Louisiana’s Joint Legislative Committee on the Budget was told by the
Department of Health and Hospitals that the predicted first year of savings
reached its $135.9 million goal.
Better, the figure could go much
higher. Presently, five different plans are available, with three using a model
of premium payment to an administrator coordinating providers and two where the
role essentially get combined. Data from the first 10 months of 2013 revealed
that on average the difference in payment per different kind of plan was about $13 per
client month, Thus, DHH has decided that as of February of next year the
only kind of plan offered will the premium payment kind, meaning about half of
the nearly 800,000 covered individuals will have to switch.
Upon doing so, the savings could
be substantial. The managed capitation plans cost $232.80 per member month,
while traditional FFS Medicaid cost $262.34. If the same gap continues for next
year that means that if the most recent total of about 918,000
regular enrollees (that is, not including elderly and disabled) stays the
same with all enrolled (new rules
will ensure this), the state will save over $325 million next year.
And that could grow because elderly
and disabled individuals receiving services under Medicaid waivers, currently
still operating under the FFS model, will begin migrating to the managed
capitation model.
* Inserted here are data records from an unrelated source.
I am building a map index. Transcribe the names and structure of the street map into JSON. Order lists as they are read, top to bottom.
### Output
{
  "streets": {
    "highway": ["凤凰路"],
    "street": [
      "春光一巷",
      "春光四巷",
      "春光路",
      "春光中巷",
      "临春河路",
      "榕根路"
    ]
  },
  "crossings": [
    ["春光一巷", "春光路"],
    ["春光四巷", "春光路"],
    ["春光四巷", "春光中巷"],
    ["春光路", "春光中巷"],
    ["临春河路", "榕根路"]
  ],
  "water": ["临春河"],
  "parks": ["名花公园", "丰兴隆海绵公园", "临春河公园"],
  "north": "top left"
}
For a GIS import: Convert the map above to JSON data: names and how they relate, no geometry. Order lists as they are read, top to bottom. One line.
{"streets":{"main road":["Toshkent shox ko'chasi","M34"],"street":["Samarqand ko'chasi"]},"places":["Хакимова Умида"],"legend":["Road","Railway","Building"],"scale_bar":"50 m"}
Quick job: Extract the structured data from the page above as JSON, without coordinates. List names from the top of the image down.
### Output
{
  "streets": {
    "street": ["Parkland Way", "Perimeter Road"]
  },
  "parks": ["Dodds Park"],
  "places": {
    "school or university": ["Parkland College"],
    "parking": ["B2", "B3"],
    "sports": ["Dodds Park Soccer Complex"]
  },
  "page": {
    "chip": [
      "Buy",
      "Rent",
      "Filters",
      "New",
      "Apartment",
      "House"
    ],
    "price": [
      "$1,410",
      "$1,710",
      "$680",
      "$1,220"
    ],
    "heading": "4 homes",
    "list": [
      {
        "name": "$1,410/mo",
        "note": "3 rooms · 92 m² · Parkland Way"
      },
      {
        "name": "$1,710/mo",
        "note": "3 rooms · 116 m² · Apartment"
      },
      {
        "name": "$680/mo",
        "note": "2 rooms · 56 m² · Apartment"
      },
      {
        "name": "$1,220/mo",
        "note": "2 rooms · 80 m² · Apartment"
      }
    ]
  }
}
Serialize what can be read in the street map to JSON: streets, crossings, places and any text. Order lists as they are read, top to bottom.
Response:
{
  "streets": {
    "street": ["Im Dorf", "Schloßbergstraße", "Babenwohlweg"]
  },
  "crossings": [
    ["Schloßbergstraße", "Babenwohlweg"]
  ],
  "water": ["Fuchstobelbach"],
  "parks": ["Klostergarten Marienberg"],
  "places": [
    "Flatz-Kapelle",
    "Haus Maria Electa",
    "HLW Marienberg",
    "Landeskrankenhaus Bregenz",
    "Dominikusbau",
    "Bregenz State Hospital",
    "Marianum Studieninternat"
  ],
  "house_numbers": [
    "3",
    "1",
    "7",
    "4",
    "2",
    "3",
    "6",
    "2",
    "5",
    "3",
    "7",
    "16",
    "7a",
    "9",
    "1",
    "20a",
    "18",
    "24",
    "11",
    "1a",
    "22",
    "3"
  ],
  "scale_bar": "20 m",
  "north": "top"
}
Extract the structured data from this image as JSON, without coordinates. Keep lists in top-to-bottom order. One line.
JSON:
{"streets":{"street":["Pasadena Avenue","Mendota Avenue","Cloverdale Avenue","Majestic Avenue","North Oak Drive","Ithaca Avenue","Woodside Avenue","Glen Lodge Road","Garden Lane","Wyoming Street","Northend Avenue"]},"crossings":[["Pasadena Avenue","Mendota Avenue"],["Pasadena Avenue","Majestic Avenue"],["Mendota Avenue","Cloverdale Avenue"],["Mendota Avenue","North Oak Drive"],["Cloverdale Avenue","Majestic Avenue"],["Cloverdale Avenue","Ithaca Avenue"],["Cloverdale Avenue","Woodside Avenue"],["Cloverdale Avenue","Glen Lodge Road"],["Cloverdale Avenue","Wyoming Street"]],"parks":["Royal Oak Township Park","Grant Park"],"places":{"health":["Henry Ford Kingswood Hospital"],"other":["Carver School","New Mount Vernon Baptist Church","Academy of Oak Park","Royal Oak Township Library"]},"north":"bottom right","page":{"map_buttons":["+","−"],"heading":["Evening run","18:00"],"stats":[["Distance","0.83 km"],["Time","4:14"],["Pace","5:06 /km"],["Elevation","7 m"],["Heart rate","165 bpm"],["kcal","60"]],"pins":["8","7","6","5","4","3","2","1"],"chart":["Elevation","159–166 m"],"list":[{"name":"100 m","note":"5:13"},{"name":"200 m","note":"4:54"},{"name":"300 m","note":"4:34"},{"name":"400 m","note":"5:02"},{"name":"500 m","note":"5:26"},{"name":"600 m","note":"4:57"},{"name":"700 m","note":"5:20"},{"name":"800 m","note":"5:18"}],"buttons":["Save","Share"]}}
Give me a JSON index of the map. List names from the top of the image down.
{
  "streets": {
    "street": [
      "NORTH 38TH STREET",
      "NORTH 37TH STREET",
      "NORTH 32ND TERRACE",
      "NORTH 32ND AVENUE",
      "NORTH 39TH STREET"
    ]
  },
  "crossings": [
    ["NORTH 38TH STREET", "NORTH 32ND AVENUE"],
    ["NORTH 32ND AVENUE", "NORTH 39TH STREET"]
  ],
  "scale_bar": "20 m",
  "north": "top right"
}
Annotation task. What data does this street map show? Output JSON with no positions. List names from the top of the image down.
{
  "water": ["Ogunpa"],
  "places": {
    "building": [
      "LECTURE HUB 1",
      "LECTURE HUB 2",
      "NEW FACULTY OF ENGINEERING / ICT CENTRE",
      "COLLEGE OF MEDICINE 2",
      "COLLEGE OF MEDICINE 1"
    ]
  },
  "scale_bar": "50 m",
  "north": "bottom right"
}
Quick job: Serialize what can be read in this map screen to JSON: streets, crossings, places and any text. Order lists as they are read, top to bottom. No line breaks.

The ability to do this and any savings are harder to predict,
because the intense nature of some service provision lends itself poorly to the
managed capitation model and therefore would not work well, and of others that
can be managed, because these clients need so many and intense services that
the margins probably won’t be as great in the aggregate. Still, any savings
brings more taxpayer relief and the ability to serve more people.
Best of all, DHH notes no
reduction in the quality of care and hopes with new rules to improve it still,
mirroring the increase in services being offered under private state hospital management
and in the continued provision of benefits to state employees and retirees with
the only reductions occurring at the margins for efficiency sake. In the
aggregate, the three combined promise to produce, given these assumptions, $491
million in savings because of privatization next year, or about 2 percent of
the total budget but about 4 percent of all state-generated tax revenues, will
overall service provision not reduced in quality or quantity.
Those wedded to Louisiana’s
populist past, from gubernatorial
candidates to political
party politician hacks to special
interests and the big government ideologues that give them aid and comfort,
will not address, much less admit, these empirical verifications of the basic
understanding that when private sector providers of something exist in a competitive
marketplace, they always will perform that service more cheaply than government
at a level of quality no worse than government. That fact offends the
command-and-control mentality of these sycophants, and its inconvenience to their
worldviews should not be allowed to slow, much less reverse, the demonstrated
benefits privatization has had for Louisianans.